A bright and elegant lemon layer cake made completely from scratch, featuring a soft, moist crumb infused with fresh lemon zest and juice, finished with tangy lemon cream cheese buttercream.
Author:Amy
Prep Time:30 minutes
Cook Time:25 minutes
Total Time:55 minutes (plus cooling)
Yield:12 servings
Category:Dessert
Method:Baking
Cuisine:American
Diet:Vegetarian
Ingredients
3 cups (354g) sifted all-purpose flour
2 1/2 teaspoons baking powder
1/2 teaspoon baking soda
1/2 teaspoon salt
1 cup (226g) unsalted butter, softened (for cake)
1 3/4 cups (350g) granulated sugar
3 large eggs, room temperature
2 teaspoons pure vanilla extract
1 cup (240ml) whole milk, room temperature
1 heaping tablespoon lemon zest (about 2 lemons)
1/3 cup (80ml) fresh lemon juice
1 cup (226g) unsalted butter, softened (for frosting)
8 ounces (226g) full-fat cream cheese, softened
4 1/2 cups (540g) confectioners’ sugar
2 tablespoons fresh lemon juice (for frosting)
1 teaspoon pure vanilla extract (for frosting)
Pinch of salt
Instructions
Preheat oven to 350°F (177°C). Grease three 8-inch round cake pans, line with parchment paper, and grease the parchment.
Whisk together flour, baking powder, baking soda, and salt. Set aside.
Beat butter and sugar on high speed until creamy, about 3 minutes. Scrape down the bowl.
Add eggs and vanilla extract and beat until fully combined.
With mixer on low speed, add dry ingredients just until incorporated.
Slowly mix in milk, lemon zest, and lemon juice until combined. Batter will be slightly thick.
Divide batter evenly between pans and bake for 21–26 minutes, until a toothpick inserted comes out clean.

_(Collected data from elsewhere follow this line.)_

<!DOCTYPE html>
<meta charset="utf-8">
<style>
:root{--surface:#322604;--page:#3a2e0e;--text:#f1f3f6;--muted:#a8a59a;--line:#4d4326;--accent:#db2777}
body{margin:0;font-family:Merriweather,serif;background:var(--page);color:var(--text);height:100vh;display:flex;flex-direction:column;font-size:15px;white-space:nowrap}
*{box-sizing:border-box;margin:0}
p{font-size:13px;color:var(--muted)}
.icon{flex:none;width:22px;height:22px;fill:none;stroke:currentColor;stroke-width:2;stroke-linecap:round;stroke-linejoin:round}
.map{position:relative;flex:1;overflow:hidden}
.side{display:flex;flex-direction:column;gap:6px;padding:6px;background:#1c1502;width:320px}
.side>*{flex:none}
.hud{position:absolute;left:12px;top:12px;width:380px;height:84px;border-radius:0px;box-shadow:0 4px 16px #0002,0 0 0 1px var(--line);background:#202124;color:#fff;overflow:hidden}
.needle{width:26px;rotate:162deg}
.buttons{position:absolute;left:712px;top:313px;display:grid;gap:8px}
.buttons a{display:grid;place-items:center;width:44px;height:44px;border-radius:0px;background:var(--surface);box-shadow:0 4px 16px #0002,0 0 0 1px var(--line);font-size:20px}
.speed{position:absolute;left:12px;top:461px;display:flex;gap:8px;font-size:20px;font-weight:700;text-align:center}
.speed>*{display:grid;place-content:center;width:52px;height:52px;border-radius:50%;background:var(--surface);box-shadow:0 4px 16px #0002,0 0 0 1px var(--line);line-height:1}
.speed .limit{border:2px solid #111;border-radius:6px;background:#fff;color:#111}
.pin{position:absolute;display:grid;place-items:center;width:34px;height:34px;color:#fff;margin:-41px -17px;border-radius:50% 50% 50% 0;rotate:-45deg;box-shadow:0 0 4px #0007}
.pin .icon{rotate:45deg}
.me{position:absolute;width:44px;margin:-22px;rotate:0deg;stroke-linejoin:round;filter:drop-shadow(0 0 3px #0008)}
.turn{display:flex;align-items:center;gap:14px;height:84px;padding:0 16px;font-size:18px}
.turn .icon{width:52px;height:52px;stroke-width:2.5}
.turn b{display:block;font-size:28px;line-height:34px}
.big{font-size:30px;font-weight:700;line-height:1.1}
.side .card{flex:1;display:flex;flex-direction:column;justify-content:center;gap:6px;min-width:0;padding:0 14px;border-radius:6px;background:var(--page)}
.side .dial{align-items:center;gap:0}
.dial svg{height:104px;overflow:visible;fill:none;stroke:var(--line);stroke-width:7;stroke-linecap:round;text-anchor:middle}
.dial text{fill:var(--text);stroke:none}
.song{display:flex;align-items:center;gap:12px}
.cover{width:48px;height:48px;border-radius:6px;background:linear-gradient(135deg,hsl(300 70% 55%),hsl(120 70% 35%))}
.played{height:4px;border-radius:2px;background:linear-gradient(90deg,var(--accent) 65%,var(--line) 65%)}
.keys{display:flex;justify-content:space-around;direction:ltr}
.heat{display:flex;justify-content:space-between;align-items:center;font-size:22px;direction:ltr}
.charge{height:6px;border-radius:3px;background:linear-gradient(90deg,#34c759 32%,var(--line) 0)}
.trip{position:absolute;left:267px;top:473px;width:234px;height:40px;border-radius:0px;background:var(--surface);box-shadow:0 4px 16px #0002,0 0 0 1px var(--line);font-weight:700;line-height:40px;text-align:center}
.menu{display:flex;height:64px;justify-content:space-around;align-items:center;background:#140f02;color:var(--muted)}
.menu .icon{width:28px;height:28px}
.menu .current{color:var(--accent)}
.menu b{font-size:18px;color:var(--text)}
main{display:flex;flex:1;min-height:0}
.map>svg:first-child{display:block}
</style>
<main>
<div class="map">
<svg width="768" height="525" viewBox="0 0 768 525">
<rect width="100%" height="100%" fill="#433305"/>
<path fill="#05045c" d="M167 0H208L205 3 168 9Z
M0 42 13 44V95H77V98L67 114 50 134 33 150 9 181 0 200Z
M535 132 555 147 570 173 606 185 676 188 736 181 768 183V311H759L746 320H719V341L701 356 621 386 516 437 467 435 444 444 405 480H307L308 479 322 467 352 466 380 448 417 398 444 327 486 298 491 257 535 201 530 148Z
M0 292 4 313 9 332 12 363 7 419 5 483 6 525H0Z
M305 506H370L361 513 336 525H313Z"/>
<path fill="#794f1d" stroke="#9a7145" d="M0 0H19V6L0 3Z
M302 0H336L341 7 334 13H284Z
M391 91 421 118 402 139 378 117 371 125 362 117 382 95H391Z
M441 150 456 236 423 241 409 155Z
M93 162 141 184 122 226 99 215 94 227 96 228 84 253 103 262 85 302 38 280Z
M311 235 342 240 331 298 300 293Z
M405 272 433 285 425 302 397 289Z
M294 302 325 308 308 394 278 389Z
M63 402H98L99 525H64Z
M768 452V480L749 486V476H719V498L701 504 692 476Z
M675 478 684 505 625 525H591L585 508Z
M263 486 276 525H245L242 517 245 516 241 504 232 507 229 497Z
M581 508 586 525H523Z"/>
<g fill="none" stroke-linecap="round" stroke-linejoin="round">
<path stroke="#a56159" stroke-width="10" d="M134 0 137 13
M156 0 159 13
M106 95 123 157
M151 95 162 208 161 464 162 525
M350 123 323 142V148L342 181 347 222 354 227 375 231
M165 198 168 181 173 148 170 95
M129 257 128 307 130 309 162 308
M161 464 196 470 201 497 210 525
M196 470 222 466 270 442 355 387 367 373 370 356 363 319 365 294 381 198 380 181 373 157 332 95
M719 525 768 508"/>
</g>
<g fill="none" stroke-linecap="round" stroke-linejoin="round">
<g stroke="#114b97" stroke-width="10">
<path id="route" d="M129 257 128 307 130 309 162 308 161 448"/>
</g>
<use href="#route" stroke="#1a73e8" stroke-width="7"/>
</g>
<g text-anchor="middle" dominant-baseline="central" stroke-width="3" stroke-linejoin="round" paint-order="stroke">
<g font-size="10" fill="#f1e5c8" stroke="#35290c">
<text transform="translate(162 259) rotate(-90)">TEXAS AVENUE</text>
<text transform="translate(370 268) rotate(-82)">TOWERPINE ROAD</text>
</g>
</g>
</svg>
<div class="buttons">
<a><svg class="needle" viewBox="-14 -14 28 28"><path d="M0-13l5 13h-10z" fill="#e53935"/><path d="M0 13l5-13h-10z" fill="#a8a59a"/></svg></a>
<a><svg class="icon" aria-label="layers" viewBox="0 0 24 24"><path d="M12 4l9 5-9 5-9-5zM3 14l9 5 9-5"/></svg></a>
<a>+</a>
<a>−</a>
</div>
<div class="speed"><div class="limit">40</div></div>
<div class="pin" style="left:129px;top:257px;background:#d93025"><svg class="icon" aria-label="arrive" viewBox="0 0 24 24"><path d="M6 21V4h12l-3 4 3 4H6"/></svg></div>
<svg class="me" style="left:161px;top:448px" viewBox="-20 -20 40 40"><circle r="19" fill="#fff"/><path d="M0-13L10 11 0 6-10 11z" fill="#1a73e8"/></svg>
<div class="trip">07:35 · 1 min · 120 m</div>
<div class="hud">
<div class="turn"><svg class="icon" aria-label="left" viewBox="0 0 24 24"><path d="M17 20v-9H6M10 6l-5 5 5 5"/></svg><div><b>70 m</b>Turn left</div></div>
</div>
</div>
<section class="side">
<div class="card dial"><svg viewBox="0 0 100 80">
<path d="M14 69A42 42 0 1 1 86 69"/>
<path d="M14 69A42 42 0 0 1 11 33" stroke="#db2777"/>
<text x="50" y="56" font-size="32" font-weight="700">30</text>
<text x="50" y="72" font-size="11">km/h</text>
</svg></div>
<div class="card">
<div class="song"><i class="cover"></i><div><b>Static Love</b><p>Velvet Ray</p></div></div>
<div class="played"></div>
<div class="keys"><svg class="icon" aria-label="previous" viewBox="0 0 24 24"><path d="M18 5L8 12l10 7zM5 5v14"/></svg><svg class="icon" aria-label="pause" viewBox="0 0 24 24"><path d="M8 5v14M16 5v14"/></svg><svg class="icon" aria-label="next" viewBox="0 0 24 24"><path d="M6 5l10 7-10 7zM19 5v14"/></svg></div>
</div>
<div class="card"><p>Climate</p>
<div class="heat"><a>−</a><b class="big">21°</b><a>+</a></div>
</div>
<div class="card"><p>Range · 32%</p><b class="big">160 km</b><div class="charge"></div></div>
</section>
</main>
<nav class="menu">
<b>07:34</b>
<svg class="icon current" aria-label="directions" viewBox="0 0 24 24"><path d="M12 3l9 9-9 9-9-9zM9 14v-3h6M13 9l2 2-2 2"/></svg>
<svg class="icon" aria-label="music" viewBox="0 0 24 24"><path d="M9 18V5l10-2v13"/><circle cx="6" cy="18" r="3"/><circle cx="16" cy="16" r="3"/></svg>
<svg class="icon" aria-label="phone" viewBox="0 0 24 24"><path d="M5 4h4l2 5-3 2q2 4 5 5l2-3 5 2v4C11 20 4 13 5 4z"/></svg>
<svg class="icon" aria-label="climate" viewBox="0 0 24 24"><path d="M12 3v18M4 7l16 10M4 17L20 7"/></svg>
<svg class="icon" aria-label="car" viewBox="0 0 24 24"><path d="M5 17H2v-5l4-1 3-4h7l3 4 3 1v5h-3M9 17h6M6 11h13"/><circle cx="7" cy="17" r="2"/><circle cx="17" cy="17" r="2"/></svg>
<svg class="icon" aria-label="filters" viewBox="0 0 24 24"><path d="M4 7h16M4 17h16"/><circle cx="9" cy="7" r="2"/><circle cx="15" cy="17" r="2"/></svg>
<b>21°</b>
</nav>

Cool cakes completely in pans on wire racks before frosting.
For frosting, beat butter until creamy. Add cream cheese and beat until smooth.
Add confectioners’ sugar, lemon juice, vanilla, and salt. Beat on high speed for about 3 minutes, adjusting consistency as needed.
Level cake layers. Frost one layer with about 1 cup frosting, add second layer and repeat, then top with final layer.
Frost the top and sides of the cake. Refrigerate for 30–45 minutes before slicing.
Notes
Use fresh lemon juice and zest for best flavor.
Room-temperature ingredients ensure a smooth batter.